- ENTRIES SUPPLIED
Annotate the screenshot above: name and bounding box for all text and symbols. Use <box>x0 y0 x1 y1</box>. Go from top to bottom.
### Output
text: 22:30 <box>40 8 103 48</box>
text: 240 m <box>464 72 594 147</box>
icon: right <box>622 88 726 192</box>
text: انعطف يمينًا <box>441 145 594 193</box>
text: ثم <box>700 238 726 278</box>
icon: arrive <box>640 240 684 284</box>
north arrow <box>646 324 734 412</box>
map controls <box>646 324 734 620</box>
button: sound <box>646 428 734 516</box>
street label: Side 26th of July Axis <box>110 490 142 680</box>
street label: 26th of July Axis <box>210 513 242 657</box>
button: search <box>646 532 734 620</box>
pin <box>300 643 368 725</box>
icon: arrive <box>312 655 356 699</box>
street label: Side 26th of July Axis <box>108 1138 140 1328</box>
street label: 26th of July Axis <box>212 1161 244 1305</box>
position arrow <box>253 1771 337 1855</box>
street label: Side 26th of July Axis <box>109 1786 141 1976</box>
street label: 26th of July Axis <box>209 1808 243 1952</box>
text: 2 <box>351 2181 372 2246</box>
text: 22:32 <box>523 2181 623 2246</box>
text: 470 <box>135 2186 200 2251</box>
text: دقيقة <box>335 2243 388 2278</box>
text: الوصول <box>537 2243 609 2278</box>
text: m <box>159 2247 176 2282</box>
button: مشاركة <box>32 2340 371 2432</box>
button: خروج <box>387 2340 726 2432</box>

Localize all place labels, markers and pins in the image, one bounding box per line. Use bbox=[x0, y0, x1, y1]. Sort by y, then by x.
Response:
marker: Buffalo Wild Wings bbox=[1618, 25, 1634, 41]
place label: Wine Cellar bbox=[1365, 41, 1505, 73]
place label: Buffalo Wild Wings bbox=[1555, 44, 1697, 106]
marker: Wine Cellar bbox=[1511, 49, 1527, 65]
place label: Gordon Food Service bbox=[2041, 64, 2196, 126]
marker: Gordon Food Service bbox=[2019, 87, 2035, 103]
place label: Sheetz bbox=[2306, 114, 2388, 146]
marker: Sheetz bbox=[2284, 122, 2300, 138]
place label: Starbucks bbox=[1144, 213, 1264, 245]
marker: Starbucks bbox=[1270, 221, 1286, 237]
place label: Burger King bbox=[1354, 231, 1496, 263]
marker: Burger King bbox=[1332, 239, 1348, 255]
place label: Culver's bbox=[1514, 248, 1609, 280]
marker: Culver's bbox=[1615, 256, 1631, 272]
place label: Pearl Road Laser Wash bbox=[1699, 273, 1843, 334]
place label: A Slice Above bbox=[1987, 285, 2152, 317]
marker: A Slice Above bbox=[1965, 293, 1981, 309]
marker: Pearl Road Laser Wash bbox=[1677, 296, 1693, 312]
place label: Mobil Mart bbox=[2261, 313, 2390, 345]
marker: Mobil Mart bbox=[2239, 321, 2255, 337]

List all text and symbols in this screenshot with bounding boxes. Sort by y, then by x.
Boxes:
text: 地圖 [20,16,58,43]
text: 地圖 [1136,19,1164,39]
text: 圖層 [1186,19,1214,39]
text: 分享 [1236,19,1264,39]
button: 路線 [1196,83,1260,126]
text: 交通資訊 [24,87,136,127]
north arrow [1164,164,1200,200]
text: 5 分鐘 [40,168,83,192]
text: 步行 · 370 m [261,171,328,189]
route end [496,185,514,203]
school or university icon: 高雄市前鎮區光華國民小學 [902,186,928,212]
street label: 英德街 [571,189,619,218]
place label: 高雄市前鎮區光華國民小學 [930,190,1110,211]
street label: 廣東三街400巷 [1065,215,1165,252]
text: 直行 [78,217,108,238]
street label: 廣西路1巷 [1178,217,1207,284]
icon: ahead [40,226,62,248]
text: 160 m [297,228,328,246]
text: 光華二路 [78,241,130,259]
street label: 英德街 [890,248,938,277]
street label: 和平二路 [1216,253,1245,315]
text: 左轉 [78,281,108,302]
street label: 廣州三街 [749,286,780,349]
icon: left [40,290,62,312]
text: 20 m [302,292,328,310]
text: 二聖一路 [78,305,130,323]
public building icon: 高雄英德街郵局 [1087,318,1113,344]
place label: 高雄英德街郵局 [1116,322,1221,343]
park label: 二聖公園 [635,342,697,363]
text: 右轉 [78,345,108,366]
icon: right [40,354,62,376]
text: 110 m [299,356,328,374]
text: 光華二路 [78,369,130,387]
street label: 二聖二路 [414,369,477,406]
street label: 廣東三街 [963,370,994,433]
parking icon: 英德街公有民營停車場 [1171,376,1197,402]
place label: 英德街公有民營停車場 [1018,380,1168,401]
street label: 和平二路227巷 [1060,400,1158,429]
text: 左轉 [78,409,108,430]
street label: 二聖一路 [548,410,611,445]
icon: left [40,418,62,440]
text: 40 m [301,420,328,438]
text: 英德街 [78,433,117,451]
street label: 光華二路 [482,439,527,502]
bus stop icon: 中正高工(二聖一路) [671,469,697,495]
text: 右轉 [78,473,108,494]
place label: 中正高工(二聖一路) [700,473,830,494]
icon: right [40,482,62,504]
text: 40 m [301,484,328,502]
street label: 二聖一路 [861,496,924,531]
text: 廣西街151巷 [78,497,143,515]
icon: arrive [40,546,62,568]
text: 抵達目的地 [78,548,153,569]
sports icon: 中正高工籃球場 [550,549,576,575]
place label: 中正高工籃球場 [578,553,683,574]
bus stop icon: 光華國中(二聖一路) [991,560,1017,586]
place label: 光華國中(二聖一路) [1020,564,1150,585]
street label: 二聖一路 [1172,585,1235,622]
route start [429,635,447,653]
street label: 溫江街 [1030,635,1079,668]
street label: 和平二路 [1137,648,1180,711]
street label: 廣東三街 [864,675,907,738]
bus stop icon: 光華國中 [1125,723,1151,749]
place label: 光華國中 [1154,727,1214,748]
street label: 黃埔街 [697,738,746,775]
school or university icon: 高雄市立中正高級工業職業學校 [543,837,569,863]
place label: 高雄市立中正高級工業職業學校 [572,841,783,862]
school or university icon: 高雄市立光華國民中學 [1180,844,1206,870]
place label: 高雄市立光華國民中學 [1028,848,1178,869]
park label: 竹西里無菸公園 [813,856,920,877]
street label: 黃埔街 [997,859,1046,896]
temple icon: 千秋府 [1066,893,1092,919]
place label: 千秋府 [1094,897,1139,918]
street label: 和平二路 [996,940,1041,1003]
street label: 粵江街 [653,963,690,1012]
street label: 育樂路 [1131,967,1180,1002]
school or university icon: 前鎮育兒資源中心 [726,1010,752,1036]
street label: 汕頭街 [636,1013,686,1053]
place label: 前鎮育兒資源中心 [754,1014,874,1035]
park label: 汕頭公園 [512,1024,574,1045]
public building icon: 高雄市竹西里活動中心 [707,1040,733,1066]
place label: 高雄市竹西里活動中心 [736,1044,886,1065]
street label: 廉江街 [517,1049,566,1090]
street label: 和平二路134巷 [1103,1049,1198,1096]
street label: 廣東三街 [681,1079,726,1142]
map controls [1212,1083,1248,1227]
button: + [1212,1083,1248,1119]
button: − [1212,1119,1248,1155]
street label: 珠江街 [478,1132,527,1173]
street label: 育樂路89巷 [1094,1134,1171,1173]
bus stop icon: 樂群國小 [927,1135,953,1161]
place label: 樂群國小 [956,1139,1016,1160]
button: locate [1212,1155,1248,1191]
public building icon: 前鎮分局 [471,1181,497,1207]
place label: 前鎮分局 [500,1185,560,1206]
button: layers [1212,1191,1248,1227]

- YOUR OBJECTIVE
Write out every line of the listing that holds the word "screenshot".

- ANSWER AREA
Annotate the screenshot above: name and bounding box for all text and symbols. Use <box>x0 y0 x1 y1</box>. Go from top to bottom.
List all text and symbols in this screenshot with bounding boxes. Sort by y, then by x.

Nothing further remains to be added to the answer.